Visitors to the Coggeshall Farm Museum encounter a New England farm at work in the years following one revolution — the war that brought independence from Great Britain — and leading up to a second — the Industrial Revolution.
The Coggeshall farmhouse is a time capsule nestled in the Federal Period, on the cusp of major social and technological change that would usher in new ways of understanding agriculture and the world.
At Coggeshall Farm Museum, you will have the opportunity to step back into the 18th century, observing and participating in household skills, such as hearthcooking, hand-sewing and spinning. Coggeshall is also helping to preserve heritage breeds and heirloom varieties of vegetables using simple, organic methods common in the late 1700s.

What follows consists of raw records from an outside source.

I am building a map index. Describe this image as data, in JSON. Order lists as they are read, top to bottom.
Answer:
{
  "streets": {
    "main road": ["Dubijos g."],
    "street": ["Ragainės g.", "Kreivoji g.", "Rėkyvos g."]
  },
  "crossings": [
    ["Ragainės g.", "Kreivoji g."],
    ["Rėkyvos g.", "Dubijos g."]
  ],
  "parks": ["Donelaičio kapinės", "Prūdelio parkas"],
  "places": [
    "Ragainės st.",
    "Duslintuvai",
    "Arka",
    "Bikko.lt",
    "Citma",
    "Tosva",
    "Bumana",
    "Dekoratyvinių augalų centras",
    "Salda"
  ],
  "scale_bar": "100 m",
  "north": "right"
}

Established during the daw of the nation we call the United States, the Coggeshall Farmhouse was built during the mid- to late-1700s. In 1803, a newspaper advertisement mentioned a "dwelling house, almost new," believed to be a reference to the farmhouse. A 1799 deed from a gentleman by the name of Shearjashub Bourne also mentions the farmhouse, which leads us to believe it was constructed between 1785 and 1799.
Coggeshall offers a window into the turbulent steps the infant United States made suring the first years after the ratification of the Constitution. Instead of being a place dedicated to the great leaders like George Washington and John Adams, Coggeshall depicts the lives of everyday farm families who build our nation from the ground up. This living history museum plays an important role in preserving the structure, artifacts, techniques and activities of daily life on a Federalist era farm.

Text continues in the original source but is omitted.